I Want To...
- Cherry Creek School District No. 5
Walnut Hills Elementary students demonstrate their learning during Launch Day
“I’m feeling nervous.”
First-grader Mihika Bhattacharjee admitted to having a few butterflies before something called “Launch Day” at Walnut Hills Elementary. That’s the day she and her classmates each presented what their teacher, Sunita Mellem, calls a “book report in a bag.”
“They got to pick one of their favorite books and then share all the story elements we’ve been learning about: book title, character, setting, plot, or a fact, if they picked a non-fiction book,” Mellem explained.
After taking a deep breath, Bhattacharjee confidently described the story elements of “The Gingerbread Cookie Mystery” by Judy Katschke, to her parents, her classmates’ parents, assorted relatives, and other special guests. Her classmates did the same.
“My book is ‘Katie and the Haunted Museum,” Talia Zepelin explained to her grandmother. “My characters are Katie and her friend Jojo, my setting is the museum, and one event is they have a sleepover at the museum.”
“This is my setting, the rain forest,” Sawyer Marasco said, as he held up the rainforest model he’d made on a paper plate. It depicted the setting of his book “Insects and Spiders.”

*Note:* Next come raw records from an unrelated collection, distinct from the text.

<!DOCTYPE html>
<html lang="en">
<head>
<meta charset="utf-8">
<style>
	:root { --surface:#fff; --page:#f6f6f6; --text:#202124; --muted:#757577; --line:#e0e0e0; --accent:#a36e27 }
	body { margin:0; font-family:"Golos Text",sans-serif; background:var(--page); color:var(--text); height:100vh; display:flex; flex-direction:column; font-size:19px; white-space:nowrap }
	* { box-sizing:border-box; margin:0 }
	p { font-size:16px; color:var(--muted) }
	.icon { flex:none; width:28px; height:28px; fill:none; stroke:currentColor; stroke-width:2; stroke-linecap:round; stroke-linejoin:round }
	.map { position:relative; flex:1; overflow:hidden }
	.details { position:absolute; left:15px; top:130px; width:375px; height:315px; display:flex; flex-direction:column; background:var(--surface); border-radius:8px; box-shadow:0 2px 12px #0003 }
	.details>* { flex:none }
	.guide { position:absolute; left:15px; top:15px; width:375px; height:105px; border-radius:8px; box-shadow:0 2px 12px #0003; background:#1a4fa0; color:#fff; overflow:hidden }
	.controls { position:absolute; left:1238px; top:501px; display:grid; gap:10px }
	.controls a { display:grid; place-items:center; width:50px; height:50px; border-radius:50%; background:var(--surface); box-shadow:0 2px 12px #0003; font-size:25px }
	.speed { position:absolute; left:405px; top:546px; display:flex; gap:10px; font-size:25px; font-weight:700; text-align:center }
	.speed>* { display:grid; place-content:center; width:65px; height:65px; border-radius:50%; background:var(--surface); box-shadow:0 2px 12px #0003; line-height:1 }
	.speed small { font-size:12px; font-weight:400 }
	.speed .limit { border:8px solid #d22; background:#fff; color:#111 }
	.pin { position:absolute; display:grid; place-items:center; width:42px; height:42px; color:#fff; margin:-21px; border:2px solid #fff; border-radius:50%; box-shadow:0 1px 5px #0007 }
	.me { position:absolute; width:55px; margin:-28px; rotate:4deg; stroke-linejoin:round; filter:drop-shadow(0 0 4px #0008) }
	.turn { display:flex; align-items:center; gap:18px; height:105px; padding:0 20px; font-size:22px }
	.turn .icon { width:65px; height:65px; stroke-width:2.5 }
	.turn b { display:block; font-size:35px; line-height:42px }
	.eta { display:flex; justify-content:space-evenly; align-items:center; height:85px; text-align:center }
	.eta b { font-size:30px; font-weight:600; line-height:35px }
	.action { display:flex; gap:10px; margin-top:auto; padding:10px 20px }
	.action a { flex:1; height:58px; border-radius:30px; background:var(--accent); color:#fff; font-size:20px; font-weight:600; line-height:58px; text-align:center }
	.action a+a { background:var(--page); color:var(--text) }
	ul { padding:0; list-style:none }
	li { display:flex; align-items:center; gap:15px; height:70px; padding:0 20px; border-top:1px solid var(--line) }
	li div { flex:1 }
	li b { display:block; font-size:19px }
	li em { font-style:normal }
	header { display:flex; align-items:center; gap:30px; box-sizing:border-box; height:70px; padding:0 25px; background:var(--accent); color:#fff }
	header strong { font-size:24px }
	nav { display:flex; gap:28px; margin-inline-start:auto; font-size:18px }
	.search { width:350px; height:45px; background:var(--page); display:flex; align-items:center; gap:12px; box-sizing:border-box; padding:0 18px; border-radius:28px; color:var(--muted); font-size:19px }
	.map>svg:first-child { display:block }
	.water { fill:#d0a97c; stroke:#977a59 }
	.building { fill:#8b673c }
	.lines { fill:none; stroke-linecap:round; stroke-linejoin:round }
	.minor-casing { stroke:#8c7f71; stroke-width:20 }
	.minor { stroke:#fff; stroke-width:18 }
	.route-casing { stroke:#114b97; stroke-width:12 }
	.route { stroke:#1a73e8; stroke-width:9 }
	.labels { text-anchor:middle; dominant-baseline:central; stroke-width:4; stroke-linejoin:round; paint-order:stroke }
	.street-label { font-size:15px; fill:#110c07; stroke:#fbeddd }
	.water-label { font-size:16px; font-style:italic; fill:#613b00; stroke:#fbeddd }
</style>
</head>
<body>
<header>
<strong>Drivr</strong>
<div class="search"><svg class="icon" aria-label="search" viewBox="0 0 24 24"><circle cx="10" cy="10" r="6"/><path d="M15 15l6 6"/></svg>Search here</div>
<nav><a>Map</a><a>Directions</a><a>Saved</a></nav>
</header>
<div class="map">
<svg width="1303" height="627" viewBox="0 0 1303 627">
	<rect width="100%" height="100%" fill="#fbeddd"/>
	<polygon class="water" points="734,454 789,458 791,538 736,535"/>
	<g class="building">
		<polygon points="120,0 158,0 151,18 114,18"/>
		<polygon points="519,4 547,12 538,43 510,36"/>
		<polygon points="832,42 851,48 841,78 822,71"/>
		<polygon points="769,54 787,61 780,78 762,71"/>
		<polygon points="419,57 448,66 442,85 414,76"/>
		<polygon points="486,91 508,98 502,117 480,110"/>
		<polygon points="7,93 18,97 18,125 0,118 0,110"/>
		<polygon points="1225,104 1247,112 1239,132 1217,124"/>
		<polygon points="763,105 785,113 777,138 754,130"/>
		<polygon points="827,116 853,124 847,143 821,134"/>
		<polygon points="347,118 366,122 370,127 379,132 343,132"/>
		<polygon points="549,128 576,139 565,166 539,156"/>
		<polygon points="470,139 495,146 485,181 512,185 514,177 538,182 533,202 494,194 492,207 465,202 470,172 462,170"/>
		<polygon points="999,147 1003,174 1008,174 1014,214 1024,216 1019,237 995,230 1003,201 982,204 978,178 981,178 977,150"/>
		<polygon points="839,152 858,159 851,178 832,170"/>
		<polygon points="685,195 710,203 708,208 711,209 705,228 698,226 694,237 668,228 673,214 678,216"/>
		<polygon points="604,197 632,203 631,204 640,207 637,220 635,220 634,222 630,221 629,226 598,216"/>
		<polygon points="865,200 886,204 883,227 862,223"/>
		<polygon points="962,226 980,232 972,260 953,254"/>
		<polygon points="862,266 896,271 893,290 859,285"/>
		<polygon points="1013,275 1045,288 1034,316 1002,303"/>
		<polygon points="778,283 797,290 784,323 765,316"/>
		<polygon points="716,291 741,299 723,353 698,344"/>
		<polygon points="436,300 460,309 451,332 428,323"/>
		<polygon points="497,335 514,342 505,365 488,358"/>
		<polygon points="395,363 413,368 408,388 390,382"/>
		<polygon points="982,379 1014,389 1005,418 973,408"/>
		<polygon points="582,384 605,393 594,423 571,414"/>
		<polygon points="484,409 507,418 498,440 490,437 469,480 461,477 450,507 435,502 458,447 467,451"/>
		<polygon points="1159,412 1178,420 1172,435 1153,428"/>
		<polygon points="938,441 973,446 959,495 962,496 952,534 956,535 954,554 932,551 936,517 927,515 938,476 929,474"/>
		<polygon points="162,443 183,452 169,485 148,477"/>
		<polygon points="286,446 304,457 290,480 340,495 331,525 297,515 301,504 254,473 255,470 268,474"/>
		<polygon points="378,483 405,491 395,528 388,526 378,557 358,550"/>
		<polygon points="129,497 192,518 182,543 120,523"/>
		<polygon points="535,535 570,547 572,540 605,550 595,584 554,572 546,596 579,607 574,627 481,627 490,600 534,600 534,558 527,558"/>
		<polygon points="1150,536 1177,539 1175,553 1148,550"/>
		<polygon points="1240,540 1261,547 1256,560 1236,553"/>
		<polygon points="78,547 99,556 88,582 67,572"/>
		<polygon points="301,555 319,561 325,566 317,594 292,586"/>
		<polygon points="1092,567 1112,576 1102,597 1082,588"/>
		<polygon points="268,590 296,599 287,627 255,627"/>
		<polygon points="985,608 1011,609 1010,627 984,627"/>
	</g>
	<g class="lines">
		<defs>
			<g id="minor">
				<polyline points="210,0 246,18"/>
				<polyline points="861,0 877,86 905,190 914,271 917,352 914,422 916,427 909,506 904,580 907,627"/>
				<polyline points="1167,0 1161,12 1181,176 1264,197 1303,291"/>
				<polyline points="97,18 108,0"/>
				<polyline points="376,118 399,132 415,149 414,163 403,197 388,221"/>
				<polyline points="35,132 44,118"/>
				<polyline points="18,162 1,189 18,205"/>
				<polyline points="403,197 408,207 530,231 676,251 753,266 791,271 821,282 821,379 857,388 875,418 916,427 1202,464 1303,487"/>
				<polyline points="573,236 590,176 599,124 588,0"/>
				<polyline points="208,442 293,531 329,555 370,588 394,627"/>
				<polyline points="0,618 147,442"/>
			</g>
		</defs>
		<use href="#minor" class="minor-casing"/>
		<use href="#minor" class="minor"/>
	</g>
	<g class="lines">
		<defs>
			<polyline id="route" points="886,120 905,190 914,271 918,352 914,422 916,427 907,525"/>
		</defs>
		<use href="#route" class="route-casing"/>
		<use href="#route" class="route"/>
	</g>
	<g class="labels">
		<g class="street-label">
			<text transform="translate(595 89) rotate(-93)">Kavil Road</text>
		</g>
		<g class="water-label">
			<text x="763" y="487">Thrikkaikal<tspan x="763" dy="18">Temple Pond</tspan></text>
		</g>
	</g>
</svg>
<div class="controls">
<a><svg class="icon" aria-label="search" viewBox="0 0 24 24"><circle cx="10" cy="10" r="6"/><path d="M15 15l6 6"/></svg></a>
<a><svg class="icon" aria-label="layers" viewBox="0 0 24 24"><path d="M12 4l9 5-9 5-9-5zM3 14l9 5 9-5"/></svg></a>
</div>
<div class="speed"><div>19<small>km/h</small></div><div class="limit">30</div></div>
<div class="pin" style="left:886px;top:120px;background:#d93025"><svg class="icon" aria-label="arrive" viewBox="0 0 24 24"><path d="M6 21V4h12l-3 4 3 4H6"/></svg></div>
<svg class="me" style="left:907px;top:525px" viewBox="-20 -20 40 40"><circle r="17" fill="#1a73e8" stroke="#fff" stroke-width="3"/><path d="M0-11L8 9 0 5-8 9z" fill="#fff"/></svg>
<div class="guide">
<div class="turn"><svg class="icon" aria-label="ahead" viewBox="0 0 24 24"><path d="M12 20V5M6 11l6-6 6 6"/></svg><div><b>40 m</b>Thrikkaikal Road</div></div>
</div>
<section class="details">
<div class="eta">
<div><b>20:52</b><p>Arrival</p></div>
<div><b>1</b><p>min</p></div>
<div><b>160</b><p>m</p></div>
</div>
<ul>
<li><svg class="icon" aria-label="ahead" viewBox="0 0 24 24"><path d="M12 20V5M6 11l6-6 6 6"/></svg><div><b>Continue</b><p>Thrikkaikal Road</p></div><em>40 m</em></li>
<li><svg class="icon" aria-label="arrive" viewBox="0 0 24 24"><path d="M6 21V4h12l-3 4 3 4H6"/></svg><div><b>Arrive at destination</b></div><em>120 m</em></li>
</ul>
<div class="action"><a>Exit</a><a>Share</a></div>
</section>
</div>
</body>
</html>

“A fact about spiders is that they can blend into their surroundings,” he added.
Similar presentations, all demonstrating the Cherry Creek Schools’ Core Value of Growth Mindset, took place throughout Walnut Hills on Launch Day, which was held on Friday, Dec. 16, shortly before winter break. Parents, grandparents, siblings, and friends packed the school to see what their students had been learning during the fall.
Grace Foster, who is studying Elementary Education at Fort Lewis College in Durango, had just gotten home for the holidays. She came to see her brother Tyler’s presentation, which was designed to answer a question he was curious about, specifically, “Why is Venus so hot?”
Tyler Foster, who is in fifth grade, used a whiteboard drawing and a computer presentation to explain the answer to his question.
“Venus has an atmosphere that can take the heat the sun gives off,” he said. That’s why Venus is hotter than Mercury.”
His older sister was impressed.
“I wanted to see what he was learning,” Grace Foster said. “I think his presentation was very well thought out and very thorough. It’s one of the first presentations I’ve seen him make, so I’m very proud of him.”
Foster’s teacher, Drew Solowy, explained how Launch Day came about for fifth-grade students.
“About six weeks ago, we asked kids to think of a science-related question that they were really curious about that perhaps we hadn’t explored in the classroom,” Solowy said. Students used their “Genius Hour,” a one-hour period every Friday, to research their question.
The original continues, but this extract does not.